What Really Matters

Hockey Matters Not This Weekend

Remembrance Day is the one day of the year that I am the proudest to call myself Canadian. It is a day to spend honoring those who served their country in times of conflict. Some of these men and women made the ultimate sacrifice wearing the Maple Leaf on their sleeves.  So this weekend  I care not about the game I love, but think about the country I love, and how fortunate I am that there are heroes out there that are willing to go to the end of the earth to protect the rights and freedoms we are so privileged to have.
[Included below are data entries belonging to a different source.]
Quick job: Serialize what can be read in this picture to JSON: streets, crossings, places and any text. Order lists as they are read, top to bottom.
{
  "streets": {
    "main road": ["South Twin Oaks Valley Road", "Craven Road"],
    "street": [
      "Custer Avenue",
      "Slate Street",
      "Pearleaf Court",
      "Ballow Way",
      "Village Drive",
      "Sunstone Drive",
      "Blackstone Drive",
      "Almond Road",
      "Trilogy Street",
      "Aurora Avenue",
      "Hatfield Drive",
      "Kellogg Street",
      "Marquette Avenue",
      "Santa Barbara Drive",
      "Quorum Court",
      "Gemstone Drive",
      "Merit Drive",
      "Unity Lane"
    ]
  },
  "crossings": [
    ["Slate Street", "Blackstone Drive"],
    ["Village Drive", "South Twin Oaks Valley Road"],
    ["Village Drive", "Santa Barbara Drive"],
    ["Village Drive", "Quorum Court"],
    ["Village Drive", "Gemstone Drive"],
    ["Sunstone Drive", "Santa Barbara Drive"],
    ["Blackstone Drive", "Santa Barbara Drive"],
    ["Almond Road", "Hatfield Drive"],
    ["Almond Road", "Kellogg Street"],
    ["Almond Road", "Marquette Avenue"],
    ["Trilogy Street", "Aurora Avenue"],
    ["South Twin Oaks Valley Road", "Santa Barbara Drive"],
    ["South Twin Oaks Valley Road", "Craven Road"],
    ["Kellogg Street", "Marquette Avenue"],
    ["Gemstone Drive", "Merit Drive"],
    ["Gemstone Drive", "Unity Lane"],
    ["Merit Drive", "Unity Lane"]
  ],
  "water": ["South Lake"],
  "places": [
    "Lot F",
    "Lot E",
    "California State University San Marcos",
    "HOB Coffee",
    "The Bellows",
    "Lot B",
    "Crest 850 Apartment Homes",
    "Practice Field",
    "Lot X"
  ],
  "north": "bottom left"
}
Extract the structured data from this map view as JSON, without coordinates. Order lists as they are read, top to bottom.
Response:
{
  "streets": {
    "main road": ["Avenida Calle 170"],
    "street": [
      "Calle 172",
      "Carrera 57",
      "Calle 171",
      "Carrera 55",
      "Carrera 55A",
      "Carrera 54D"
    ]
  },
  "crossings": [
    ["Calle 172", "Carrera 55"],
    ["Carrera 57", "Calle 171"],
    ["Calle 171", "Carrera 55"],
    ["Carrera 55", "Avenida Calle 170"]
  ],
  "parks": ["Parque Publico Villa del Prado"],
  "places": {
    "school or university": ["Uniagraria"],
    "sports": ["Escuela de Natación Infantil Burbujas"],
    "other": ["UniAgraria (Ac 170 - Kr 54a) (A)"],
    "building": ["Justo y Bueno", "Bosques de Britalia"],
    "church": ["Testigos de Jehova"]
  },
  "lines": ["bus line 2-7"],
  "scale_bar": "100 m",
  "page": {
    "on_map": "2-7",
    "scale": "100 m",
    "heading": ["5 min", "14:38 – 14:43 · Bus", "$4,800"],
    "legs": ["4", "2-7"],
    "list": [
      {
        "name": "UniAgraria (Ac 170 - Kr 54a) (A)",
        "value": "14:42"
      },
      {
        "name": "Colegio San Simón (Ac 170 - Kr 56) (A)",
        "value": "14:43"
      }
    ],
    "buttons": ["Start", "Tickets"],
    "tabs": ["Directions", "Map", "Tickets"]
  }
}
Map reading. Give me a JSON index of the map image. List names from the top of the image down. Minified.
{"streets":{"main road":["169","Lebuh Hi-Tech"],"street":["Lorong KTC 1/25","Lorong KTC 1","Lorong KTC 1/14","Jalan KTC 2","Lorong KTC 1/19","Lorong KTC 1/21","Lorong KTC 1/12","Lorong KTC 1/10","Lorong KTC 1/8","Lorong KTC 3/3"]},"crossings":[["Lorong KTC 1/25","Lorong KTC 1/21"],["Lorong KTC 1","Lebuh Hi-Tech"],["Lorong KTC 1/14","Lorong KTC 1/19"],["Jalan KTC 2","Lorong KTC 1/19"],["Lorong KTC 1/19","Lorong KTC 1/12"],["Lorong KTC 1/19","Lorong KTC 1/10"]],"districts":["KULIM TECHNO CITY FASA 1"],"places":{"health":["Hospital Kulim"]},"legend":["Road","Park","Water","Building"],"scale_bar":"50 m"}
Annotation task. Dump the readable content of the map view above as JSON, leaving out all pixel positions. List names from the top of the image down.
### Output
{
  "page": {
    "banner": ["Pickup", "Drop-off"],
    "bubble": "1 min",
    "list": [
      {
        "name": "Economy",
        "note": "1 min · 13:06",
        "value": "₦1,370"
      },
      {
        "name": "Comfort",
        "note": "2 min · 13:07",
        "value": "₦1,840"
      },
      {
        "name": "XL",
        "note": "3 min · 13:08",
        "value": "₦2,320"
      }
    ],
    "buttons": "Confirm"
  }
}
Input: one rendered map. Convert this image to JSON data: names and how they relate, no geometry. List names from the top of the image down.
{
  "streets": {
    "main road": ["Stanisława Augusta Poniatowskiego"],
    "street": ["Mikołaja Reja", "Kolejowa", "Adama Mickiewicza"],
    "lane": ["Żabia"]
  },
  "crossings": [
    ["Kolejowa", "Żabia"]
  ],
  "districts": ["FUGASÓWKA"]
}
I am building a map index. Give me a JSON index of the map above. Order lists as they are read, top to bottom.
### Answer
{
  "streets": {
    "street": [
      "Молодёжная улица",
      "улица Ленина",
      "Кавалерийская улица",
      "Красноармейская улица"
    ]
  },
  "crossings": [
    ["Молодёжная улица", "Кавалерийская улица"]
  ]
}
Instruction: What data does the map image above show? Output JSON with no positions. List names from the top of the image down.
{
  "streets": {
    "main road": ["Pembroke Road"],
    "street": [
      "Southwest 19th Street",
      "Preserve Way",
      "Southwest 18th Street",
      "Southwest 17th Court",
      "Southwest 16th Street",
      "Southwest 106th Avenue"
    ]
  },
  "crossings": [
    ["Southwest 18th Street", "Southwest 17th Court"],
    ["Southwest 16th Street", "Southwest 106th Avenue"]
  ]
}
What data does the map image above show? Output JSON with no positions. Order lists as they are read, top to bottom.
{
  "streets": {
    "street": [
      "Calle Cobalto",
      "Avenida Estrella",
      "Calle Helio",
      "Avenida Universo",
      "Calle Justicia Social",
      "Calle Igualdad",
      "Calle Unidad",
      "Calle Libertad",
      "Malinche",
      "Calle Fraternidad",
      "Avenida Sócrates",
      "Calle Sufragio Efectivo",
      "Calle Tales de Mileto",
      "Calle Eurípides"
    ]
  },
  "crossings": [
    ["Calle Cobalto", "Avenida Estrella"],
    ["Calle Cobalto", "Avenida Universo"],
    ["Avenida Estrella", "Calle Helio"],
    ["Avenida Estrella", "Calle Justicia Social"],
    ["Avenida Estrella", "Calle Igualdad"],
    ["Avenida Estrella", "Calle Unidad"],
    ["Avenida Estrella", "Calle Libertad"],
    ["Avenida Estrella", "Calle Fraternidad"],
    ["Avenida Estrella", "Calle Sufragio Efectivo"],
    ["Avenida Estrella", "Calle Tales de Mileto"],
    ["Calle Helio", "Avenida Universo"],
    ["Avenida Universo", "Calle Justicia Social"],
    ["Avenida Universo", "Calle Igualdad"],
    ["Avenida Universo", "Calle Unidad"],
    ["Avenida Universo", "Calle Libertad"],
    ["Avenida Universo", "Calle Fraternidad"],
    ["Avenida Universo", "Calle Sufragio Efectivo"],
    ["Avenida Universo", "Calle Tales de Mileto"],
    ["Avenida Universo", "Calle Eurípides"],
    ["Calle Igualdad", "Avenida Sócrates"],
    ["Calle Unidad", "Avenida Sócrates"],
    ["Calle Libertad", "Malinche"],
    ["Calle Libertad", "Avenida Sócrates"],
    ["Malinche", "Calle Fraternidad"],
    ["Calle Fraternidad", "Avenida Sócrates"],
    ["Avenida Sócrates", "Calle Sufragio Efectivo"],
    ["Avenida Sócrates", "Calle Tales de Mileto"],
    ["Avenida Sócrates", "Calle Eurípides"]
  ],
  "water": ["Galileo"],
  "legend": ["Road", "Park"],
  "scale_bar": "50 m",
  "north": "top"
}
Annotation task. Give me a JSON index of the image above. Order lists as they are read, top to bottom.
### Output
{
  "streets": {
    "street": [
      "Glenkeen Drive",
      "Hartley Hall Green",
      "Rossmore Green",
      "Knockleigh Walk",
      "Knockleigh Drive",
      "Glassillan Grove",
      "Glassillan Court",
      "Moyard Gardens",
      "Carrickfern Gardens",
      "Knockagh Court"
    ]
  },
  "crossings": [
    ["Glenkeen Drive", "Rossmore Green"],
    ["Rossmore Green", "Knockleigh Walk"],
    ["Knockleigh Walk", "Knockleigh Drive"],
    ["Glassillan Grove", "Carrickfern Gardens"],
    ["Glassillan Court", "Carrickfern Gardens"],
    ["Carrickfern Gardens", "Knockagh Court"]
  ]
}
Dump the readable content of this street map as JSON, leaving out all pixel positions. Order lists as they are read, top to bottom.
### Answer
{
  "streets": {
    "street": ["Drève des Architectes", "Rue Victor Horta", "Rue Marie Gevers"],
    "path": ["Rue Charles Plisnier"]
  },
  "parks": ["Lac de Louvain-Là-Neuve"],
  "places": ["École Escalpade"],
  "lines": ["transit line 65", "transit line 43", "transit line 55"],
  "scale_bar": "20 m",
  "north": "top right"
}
There are many ceremonies around the country this Sunday that you can attend, and if you do, during your moment of silence, remember the sacrifices made by those before us. Take a moment to thank those that gave their lives for us.

Great men such as;

Allan McLean “Scotty” Davidson, killed in action on June 16th, 1915 in Belgium. Before he took up the call to arms Davidson was the captain of the Toronto Blueshirts for the 1913-1914 season, in which he led the National Hockey Association in goals with 23. When the war started he volunteered with the Canadian Expeditionary Force where he served as a lance-corporal for the Eastern Ontario Regiment.  Davidson was inducted posthumously in 1950 to the Hockey Hall of Fame.

Dudley “Red” Garret, killed in action November 24, 1944 off the coast of Newfoundland while serving in the Royal Canadian Navy aboard the HMCS Shawinigan. Garret played 23 games for the New York Rangers during the 1942-43 season. The trophy that bears his name is awarded annually to the rookie of the year in the American Hockey League.

Joe Turner, reported missing in action December 13th, in the Battle of the Hurtgen Forest. The battle was the longest single battle the United States Army has ever fought. He was declared KIA on January 21st, 1945. Turner, a goalie, only played 1 game in the NHL, for the Detroit Redwings. He was best known for his stellar play in the American Hockey league, where he started in that league’s first all-star game. He also led his team, the Indianapolis Capitals, to a Calder Cup title. The no longer operating International Hockey League named their championship title the Turner Cup to honor Joe’s ultimate sacrifice.




When I was young I would sit around the supper table and listen to my Grandpa and Grandma tell their stories. My grandpa was too young to enter the war, though not for lack of trying, so while he and my grandmother lived in London during the battle of Britain he served as a Bomb Warden during the Battle of Britain, and my grandmother worked in a coffee shop.  The thing I remember most is that my grandfather told stories of others heroism, never his own. He lost many friends during WW2 and you can still see the emotion on his face when he speaks of the war.

I am very lucky that my Grandfather is still with us, and he still likes to share his stories. He shared one today about the last Canada Day Parade, he was riding in a convertible and during a slowdown of the parade, someone came up to the veterans sat in the car, shook all of their hands and said thank you.  You could see on his face and hear in his voice how much that hand shake meant to him. If you are lucky enough to see a veteran this weekend, stop and thank him or her, shake their hand. I promise it will make their day.

There aren’t many veterans of the great wars left, so it is now up to us to carry these stories on the our sons and daughters so that we never forget the sacrifices that were made for us to live life in the comforts we have become accustomed too.